Records from a collection:
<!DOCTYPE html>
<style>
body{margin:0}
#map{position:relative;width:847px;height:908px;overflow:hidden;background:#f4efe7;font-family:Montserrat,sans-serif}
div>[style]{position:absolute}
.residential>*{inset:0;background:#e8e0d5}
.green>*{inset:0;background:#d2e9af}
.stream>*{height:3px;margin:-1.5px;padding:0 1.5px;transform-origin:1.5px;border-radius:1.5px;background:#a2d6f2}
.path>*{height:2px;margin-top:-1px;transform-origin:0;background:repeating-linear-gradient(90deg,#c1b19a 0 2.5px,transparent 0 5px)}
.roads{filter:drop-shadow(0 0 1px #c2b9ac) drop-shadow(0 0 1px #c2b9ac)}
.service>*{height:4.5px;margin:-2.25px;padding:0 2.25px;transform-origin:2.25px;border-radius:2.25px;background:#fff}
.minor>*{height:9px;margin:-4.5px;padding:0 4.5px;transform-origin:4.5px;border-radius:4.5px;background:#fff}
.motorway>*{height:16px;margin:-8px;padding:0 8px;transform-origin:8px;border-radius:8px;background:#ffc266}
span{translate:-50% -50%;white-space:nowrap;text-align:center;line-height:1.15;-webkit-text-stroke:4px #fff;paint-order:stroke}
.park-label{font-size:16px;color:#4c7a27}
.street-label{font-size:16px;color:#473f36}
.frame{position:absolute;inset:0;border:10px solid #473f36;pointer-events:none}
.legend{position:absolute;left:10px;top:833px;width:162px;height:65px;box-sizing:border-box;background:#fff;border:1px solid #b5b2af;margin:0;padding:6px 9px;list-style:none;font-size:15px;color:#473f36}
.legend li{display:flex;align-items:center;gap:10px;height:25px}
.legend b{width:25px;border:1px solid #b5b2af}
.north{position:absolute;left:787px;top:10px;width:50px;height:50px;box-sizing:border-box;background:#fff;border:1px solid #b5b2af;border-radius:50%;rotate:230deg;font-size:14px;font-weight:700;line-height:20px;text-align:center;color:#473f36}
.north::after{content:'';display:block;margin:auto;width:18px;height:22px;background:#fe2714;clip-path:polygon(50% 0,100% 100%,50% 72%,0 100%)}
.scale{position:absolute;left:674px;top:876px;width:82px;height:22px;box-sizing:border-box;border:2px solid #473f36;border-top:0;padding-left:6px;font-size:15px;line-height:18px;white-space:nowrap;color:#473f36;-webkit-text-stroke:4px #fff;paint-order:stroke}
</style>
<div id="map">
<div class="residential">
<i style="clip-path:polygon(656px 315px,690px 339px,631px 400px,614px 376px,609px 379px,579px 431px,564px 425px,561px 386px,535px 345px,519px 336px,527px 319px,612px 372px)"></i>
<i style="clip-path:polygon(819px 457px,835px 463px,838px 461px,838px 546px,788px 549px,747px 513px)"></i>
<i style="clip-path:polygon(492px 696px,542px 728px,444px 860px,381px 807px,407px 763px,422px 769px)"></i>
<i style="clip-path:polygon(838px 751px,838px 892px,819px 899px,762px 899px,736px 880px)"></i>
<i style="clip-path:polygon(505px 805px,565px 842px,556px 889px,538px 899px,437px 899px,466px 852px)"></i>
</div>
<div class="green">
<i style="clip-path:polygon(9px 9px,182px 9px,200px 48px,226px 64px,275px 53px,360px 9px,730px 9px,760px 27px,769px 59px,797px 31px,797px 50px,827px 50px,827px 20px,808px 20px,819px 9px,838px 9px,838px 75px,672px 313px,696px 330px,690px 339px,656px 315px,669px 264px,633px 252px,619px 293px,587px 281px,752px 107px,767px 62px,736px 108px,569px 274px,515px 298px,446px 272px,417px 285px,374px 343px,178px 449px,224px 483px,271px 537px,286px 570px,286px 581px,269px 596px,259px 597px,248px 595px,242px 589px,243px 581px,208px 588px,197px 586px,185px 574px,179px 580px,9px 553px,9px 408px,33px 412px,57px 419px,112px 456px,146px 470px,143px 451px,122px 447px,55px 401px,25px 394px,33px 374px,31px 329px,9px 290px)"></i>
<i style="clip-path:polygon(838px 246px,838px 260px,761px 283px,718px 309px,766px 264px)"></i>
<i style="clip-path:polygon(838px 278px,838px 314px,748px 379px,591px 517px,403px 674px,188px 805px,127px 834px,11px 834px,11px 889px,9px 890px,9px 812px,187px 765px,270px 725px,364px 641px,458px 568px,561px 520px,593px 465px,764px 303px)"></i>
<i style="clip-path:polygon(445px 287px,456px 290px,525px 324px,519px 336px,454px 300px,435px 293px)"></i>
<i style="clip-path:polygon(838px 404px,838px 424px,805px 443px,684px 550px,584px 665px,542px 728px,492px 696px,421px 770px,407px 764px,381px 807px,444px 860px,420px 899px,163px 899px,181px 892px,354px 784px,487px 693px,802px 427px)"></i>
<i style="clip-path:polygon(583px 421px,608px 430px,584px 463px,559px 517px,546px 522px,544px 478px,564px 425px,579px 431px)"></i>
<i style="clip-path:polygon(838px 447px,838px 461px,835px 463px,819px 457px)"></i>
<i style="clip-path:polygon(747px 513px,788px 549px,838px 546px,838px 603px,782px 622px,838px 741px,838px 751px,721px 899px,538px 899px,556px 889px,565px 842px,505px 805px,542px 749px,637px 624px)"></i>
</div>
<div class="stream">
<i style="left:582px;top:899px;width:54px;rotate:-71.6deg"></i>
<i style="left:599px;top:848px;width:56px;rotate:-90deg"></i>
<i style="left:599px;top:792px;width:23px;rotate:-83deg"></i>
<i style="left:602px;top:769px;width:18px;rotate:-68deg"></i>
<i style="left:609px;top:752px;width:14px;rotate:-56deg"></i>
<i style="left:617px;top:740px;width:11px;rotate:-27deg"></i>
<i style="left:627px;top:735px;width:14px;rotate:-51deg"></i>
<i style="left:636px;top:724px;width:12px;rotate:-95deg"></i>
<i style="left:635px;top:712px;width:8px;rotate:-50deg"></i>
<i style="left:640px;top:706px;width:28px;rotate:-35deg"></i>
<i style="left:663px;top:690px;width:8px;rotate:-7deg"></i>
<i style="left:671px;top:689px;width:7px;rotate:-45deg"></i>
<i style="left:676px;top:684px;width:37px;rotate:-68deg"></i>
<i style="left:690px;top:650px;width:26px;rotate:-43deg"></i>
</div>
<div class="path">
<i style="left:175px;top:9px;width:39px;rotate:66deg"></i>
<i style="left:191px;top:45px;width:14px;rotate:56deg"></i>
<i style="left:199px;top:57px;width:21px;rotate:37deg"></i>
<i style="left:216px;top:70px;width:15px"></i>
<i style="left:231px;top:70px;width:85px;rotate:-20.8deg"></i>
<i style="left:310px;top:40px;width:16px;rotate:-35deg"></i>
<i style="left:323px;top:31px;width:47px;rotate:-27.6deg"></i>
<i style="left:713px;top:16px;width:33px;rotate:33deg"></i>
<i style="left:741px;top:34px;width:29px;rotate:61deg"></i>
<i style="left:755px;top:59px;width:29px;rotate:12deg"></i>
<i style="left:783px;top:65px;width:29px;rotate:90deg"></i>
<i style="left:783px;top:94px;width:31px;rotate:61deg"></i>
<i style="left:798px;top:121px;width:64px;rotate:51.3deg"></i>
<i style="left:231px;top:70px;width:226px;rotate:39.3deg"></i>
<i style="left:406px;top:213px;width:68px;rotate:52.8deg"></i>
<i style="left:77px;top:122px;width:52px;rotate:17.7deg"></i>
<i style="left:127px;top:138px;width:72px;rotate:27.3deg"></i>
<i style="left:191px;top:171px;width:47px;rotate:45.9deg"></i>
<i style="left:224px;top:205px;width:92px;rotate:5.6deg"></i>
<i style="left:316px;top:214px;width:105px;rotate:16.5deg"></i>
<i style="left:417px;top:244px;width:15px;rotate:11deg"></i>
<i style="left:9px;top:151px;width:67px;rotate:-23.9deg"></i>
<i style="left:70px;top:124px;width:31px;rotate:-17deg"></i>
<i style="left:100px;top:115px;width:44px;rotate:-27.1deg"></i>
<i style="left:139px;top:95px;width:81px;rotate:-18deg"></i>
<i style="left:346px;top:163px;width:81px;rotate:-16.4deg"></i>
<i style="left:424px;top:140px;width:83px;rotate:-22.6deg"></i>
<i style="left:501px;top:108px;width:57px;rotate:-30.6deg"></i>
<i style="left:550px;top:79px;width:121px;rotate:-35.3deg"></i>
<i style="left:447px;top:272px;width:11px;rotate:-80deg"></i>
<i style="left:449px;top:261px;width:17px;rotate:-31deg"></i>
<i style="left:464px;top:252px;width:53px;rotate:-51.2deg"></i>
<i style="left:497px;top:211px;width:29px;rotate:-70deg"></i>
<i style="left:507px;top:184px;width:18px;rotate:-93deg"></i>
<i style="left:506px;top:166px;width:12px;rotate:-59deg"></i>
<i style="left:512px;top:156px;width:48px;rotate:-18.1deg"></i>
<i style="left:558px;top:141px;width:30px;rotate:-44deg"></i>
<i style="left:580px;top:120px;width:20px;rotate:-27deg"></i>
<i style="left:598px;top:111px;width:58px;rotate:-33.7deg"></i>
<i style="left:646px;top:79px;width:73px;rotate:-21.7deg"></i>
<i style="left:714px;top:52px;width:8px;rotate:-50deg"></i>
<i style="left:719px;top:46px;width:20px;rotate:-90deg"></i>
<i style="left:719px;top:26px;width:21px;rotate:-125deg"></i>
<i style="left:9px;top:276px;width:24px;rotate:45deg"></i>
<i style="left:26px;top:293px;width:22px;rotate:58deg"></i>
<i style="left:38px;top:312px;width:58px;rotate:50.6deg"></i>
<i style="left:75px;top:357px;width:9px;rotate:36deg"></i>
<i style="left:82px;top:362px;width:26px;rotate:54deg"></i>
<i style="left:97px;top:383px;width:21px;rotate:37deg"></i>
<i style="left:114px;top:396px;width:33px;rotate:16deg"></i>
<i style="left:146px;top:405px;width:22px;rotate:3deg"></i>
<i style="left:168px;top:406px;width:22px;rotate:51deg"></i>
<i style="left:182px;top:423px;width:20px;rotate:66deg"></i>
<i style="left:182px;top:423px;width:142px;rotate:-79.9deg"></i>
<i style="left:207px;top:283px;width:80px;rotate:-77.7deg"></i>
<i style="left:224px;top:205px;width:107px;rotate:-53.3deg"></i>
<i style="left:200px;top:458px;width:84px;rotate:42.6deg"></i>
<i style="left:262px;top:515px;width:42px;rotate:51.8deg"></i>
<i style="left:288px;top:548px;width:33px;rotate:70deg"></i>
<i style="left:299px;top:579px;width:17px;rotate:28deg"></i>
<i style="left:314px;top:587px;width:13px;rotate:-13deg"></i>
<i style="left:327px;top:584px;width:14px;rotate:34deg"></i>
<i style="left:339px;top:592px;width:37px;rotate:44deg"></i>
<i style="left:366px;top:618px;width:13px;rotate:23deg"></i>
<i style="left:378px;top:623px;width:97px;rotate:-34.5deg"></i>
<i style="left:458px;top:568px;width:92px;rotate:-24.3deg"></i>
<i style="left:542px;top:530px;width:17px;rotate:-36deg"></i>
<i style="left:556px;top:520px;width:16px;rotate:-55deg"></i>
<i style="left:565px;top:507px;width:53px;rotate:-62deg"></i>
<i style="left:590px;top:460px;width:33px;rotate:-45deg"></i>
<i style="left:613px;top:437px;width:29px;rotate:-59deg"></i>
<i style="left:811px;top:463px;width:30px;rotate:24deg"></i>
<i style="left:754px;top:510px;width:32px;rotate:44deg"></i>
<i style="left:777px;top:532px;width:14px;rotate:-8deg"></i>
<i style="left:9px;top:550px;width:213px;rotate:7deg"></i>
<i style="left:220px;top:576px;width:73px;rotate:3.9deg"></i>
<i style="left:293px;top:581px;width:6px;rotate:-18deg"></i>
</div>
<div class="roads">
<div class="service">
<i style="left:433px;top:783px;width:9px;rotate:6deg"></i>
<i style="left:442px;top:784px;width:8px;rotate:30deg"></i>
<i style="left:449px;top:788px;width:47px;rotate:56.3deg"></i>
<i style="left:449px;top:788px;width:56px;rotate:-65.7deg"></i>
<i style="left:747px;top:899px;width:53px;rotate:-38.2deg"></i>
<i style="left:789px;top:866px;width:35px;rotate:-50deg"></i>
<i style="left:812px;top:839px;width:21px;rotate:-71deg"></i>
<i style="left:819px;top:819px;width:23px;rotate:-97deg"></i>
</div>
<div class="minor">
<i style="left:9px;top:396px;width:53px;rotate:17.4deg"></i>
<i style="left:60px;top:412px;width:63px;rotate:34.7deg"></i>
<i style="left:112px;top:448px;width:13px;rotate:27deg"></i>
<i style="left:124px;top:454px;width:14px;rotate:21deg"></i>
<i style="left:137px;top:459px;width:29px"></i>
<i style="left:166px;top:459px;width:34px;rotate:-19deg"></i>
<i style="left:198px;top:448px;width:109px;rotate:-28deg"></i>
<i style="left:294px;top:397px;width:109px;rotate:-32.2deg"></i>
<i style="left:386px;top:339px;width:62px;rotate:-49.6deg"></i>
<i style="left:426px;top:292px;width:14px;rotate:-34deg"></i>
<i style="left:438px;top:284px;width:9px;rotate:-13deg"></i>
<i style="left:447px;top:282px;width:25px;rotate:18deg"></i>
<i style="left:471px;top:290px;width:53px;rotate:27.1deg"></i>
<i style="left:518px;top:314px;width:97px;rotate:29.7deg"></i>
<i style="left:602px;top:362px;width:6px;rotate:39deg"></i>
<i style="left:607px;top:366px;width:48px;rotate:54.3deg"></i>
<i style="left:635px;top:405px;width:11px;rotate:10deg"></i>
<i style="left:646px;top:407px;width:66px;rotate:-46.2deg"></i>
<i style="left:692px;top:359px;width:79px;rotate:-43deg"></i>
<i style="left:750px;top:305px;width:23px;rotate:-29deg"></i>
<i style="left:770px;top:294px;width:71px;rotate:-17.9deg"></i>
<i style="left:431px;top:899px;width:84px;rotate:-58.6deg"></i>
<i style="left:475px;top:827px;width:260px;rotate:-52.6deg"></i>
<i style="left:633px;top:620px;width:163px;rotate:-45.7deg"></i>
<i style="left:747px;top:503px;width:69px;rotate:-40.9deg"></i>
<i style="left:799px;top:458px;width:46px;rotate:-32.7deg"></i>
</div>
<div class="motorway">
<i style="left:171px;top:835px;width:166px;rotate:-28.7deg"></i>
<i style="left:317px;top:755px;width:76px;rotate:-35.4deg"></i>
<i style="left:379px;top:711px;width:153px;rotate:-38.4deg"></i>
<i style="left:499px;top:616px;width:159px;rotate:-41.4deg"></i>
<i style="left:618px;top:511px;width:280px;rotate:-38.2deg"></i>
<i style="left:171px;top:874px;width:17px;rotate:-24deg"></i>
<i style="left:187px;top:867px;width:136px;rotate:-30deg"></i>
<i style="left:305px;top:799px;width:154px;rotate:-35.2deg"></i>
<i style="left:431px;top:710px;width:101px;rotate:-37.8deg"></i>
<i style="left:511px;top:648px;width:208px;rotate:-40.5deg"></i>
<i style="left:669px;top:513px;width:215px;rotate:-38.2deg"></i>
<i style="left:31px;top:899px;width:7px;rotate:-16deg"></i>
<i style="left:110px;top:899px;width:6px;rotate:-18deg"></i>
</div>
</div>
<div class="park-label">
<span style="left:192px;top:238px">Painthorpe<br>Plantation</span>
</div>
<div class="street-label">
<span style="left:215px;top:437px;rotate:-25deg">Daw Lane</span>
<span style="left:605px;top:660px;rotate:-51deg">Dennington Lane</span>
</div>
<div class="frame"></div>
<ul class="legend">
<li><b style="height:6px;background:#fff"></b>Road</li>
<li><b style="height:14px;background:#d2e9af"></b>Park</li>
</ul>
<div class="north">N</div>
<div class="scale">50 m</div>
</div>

* * *

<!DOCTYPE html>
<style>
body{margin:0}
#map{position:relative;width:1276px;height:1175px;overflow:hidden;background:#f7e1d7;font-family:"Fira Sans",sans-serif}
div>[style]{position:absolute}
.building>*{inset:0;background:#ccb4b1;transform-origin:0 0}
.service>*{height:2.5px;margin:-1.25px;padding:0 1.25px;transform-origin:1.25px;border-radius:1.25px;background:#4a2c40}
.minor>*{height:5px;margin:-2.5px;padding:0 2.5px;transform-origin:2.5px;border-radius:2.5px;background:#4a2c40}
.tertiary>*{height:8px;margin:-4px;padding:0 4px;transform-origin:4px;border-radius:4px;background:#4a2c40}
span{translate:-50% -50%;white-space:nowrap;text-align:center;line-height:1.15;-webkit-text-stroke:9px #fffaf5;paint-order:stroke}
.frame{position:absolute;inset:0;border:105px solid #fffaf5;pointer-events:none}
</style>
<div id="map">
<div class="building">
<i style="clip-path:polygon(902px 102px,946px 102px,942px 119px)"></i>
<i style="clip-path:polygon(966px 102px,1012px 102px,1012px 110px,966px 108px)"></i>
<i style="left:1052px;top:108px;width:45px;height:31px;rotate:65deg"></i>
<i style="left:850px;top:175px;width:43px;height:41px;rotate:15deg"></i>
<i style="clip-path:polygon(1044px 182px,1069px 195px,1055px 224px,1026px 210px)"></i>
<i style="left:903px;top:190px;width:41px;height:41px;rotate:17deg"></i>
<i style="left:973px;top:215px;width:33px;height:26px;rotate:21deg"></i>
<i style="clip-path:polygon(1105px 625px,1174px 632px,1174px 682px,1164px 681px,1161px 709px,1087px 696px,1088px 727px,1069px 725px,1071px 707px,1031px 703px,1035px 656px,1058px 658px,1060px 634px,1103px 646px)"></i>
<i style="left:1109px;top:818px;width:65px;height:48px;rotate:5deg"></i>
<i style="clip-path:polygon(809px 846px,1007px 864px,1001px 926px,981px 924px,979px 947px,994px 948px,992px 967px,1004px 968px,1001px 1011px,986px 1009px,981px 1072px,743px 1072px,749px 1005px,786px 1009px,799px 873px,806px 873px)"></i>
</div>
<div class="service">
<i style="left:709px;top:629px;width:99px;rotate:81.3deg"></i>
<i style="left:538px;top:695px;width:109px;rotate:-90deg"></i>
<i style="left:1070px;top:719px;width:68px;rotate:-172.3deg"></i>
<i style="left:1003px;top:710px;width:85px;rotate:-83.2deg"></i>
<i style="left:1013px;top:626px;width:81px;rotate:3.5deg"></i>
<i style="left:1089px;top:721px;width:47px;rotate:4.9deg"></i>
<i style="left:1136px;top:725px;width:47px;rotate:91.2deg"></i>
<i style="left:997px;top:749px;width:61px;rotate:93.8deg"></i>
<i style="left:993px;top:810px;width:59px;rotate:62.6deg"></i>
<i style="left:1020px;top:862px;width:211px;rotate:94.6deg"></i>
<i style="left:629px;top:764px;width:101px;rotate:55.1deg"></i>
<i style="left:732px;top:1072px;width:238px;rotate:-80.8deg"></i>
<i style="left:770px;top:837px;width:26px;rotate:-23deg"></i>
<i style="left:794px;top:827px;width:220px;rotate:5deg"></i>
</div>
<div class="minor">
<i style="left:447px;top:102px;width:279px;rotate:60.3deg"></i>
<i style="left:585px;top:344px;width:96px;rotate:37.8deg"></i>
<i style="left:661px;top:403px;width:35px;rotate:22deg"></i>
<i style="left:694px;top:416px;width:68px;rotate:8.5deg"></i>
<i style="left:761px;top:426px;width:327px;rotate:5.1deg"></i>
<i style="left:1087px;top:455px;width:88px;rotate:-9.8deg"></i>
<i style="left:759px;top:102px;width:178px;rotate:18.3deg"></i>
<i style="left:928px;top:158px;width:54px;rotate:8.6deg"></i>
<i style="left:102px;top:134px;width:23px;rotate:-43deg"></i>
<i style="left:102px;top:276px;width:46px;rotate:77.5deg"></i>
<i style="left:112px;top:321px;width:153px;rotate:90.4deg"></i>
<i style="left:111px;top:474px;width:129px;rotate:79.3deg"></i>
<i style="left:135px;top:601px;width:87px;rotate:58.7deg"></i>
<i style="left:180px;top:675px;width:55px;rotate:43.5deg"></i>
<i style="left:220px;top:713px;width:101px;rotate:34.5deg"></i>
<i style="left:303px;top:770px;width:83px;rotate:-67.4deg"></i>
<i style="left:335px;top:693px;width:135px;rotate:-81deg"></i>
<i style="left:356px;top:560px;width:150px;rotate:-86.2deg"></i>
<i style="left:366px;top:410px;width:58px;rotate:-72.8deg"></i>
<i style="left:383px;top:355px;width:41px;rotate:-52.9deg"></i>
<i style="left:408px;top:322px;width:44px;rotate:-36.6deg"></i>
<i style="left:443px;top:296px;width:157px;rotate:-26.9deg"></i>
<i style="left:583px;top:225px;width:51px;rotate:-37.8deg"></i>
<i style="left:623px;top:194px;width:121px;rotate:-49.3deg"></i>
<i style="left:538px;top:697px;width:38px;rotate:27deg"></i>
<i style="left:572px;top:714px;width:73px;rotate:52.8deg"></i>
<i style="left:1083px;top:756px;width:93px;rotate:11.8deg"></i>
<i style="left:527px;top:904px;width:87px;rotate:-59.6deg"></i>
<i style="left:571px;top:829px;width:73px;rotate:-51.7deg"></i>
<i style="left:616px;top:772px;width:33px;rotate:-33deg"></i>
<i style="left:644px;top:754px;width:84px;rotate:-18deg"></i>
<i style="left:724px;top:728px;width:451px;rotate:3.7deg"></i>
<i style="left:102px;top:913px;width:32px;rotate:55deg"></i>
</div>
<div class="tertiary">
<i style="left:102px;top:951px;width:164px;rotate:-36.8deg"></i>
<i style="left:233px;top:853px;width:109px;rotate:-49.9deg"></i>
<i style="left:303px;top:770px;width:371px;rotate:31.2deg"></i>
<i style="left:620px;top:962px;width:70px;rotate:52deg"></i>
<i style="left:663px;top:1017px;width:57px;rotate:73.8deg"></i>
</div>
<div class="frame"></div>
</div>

▶ **Description of the task**
Return all lines from the entries that contain the string "stream".

▶ **Task solution**
.stream>*{height:3px;margin:-1.5px;padding:0 1.5px;transform-origin:1.5px;border-radius:1.5px;background:#a2d6f2}
<div class="stream">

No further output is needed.